Reputation: 11
I have following third-party class(just wrapper around some pointer):
// a.h
class AImpl;
class A
{
AImpl* pImpl;
public:
A(): pImpl(0) {}
A(AImpl* ptr): pImpl(ptr) {}
...
AImpl* getImpl() const { return pImpl; }
...
void someMethodOfA();
};
I want to modify A
's interface: disable some methods, add some new, while hiding its implementation details. I decided to do following:
// new_a.h
class AImpl;
class A;
class NewA
{
AImpl* pImpl;
public:
NewA( const A& a );
...
void newMethodOfA();
...
};
//new_a.cpp
#include "a.h"
NewA::NewA( const A& a ): pImpl( a.getImpl() ) {}
...
void NewA::newMethodOfA()
{
A( pImpl ).someMethodOfA();
}
...
Is it ok to do so? Maybe there is better solution? I want to change A
interface because it doesn't fit my needs and don't want to keep it in my own code.
Upvotes: 0
Views: 255
Reputation: 13378
In a comment you say that
I don't want to allocate A and hold A* pImpl, because it's already a wrapper around some pointer (AImpl)
Despite this requirement, you allocate a temporary A
object in NewA::newMethodOfA()
. In what way is this supposed to be better than allocating A
once and just re-use it?

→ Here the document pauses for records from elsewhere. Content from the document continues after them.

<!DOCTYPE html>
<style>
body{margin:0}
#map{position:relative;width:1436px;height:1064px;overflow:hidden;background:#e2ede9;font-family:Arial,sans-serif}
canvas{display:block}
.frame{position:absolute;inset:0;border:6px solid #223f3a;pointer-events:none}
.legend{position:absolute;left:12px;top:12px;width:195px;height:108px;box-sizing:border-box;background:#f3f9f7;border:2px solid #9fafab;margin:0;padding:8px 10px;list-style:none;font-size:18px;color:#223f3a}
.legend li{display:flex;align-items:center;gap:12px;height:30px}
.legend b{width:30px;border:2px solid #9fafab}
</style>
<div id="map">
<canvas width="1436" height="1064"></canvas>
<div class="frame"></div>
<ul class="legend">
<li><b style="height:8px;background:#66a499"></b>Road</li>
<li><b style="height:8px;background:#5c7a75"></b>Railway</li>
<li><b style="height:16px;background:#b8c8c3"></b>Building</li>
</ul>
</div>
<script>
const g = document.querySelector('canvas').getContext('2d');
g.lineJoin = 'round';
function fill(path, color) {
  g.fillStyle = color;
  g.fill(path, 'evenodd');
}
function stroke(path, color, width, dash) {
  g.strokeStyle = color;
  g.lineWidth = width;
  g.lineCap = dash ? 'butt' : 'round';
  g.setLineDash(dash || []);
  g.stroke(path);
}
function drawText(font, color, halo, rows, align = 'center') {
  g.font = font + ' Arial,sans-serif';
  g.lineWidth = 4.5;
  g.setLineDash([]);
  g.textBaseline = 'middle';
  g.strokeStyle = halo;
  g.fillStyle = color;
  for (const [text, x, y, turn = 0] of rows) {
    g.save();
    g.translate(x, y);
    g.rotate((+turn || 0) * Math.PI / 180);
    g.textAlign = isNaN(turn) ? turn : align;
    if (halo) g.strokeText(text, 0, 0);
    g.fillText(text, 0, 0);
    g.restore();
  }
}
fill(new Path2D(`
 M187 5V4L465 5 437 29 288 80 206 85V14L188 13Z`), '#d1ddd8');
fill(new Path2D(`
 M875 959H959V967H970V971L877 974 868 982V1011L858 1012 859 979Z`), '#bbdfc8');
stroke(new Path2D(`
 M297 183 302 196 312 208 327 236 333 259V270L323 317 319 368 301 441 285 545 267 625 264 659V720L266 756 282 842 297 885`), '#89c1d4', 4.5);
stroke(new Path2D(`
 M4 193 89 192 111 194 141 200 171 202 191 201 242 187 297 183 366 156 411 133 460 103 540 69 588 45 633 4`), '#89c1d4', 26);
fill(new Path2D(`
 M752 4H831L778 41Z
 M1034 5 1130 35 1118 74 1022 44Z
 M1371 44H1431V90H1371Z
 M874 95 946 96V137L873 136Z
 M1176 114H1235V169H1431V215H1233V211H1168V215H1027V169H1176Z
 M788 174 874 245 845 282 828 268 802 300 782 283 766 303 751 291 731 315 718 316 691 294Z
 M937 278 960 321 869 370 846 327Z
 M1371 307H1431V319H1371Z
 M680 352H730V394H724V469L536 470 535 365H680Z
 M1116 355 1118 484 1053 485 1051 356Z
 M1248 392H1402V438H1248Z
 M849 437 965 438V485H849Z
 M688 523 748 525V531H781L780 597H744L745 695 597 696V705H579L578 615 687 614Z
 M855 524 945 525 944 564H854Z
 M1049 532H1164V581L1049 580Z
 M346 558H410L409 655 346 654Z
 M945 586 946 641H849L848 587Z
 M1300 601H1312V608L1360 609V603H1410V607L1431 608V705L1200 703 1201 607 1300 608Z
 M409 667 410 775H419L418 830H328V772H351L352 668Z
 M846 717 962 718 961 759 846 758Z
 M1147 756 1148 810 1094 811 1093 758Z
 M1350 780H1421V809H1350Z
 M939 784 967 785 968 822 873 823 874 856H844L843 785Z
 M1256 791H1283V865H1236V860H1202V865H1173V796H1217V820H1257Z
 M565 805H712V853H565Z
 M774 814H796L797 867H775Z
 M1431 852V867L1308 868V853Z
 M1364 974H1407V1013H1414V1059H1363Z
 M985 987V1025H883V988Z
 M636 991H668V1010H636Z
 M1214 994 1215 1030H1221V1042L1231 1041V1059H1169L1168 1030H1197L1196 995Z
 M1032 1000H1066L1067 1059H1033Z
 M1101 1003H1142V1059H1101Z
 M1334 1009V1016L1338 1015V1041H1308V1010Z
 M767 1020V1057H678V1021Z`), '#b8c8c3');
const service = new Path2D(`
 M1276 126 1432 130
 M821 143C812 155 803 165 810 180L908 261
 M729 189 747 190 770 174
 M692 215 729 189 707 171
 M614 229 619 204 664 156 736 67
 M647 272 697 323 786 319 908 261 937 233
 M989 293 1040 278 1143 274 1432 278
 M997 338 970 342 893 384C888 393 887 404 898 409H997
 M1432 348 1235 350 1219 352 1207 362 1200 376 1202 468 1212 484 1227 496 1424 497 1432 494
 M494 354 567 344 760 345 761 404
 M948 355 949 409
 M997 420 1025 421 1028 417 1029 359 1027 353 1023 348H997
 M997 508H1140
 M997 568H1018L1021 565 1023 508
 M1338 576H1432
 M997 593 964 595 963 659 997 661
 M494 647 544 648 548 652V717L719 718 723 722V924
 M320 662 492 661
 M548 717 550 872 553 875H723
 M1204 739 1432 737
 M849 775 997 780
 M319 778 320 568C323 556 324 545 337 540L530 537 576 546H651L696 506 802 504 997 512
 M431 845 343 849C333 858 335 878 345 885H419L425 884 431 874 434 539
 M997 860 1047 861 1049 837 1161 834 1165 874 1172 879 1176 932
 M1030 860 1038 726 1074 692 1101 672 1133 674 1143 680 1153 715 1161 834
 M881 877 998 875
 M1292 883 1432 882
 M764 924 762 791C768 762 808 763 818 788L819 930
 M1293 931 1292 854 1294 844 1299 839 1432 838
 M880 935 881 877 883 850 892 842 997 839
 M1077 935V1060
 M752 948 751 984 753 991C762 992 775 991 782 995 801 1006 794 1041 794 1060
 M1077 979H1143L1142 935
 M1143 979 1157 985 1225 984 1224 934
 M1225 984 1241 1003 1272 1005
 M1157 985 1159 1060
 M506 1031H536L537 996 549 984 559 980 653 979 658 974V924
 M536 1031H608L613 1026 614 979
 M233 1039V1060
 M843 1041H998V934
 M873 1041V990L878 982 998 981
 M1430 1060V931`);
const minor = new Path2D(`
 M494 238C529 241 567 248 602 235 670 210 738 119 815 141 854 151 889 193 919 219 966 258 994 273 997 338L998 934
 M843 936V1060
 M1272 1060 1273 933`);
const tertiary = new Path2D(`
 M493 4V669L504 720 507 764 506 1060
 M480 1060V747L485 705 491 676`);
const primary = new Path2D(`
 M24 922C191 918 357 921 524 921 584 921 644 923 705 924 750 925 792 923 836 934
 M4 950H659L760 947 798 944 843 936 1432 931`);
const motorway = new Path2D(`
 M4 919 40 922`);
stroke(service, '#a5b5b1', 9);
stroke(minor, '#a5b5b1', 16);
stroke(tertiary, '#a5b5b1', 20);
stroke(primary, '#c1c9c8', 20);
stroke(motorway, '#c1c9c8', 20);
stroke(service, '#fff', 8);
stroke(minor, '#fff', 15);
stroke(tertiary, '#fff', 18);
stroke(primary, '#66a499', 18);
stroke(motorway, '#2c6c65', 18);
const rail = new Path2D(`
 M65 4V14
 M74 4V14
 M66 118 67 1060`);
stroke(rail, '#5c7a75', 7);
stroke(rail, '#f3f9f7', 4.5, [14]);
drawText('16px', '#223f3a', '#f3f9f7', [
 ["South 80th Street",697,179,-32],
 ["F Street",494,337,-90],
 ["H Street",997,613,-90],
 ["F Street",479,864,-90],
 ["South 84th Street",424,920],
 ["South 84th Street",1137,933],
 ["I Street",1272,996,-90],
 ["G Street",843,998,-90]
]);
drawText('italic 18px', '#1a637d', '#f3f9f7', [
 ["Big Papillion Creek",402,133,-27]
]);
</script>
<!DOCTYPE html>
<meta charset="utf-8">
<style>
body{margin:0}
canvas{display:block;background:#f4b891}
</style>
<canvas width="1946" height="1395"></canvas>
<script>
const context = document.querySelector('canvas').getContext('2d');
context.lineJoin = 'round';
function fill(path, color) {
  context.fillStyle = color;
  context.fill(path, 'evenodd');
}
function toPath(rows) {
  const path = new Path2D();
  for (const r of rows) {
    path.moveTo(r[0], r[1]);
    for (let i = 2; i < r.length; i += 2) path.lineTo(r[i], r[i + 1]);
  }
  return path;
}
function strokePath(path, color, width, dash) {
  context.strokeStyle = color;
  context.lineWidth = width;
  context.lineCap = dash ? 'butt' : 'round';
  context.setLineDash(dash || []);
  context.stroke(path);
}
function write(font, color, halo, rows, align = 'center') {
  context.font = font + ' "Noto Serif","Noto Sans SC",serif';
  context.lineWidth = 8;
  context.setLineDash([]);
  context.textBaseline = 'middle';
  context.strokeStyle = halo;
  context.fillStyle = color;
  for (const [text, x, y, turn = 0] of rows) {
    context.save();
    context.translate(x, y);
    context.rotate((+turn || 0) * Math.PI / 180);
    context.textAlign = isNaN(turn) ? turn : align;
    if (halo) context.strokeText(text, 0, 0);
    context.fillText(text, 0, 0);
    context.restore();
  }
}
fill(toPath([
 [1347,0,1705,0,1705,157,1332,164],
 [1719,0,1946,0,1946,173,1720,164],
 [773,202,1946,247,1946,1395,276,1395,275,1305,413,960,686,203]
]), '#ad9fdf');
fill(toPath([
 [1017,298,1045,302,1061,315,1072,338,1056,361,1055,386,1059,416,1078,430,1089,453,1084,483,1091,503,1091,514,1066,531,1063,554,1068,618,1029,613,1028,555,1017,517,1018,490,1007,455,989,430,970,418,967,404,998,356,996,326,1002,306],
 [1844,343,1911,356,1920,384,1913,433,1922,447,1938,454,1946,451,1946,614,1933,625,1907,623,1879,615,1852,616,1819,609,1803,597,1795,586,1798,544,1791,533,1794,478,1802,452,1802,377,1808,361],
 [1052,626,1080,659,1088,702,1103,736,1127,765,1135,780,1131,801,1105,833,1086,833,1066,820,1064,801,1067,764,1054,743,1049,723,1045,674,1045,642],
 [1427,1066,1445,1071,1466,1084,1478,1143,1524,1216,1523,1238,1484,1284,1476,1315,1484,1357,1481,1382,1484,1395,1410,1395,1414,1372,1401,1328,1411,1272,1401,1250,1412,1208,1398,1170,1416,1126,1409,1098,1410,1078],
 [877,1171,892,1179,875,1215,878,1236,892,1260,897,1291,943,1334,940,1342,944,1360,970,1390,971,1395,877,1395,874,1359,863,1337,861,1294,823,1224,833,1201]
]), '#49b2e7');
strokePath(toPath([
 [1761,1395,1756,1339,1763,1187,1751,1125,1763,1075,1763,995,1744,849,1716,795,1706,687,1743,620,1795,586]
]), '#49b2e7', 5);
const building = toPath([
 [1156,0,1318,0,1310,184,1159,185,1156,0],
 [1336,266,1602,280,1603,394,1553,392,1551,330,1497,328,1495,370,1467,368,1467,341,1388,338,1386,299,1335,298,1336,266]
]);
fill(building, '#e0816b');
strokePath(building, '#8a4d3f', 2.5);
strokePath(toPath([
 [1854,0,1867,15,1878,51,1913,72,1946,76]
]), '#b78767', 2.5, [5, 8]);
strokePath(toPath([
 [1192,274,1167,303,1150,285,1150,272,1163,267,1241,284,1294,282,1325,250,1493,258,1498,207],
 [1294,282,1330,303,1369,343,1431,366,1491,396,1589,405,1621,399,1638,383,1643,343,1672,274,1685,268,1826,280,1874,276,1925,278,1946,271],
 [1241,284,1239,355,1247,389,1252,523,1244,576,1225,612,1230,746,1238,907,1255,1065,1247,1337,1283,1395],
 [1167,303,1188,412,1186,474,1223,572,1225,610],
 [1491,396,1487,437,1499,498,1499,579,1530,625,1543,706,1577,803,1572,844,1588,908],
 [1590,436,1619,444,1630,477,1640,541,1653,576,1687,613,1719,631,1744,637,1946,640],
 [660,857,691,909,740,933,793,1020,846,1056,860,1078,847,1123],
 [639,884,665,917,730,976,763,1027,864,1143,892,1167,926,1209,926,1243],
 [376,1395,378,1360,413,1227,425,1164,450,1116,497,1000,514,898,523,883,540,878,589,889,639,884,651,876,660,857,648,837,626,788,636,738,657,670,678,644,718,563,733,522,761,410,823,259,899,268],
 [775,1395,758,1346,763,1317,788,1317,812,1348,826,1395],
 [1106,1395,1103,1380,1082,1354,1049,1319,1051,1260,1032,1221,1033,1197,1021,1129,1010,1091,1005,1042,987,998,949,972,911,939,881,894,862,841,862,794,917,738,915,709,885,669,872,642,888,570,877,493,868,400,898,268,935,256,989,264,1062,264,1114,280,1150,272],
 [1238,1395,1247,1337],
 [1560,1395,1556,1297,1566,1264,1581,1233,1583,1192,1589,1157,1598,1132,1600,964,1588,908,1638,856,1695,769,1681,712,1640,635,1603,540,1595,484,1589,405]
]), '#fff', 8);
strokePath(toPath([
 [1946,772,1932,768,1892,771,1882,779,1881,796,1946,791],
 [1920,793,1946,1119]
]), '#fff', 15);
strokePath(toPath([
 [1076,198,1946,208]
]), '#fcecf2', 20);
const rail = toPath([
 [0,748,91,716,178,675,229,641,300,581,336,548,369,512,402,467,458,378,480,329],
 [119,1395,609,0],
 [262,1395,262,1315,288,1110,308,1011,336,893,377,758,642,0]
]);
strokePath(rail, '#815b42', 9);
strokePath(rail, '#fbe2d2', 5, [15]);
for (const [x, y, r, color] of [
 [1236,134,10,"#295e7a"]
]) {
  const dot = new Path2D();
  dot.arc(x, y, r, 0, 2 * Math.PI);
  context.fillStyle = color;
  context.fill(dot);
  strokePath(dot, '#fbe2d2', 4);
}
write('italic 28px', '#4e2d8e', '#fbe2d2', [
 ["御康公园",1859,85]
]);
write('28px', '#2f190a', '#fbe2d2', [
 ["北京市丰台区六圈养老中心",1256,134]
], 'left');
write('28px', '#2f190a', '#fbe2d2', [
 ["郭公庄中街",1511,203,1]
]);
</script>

Your solution is not good because 1) you create a new temporary A
over and over again, and 2) you force the users of NewA
to provide an instance of A
instead of just creating one yourself.
I suggest you bite the bullet and just make a proper "PIMPL on top of PIMPL" implementation (as Captain Obvlious puts it):
// new_a.h
class A;
class NewA
{
A* pImpl;
public:
NewA();
~NewA();
void newMethodOfA();
};
//new_a.cpp
#include "a.h"
NewA::NewA() : pImpl( new A() ) {}
NewA::~NewA() { delete pImpl; }
void NewA::newMethodOfA()
{
pImpl->someMethodOfA();
}
This meets all your other requirements:
a.h
included in new_a.h
A
so users of NewA
won't know anything about A
and AImpl
A
The only thing that doesn't quite meet up is that in the code you show the default constructor of A
initializes its pImpl
member to 0 - this is weird! Since when is the user of a PIMPL class required to provide the object that is wrapped by the PIMPL class? Cf. Wikipedia's Opaque Pointer article.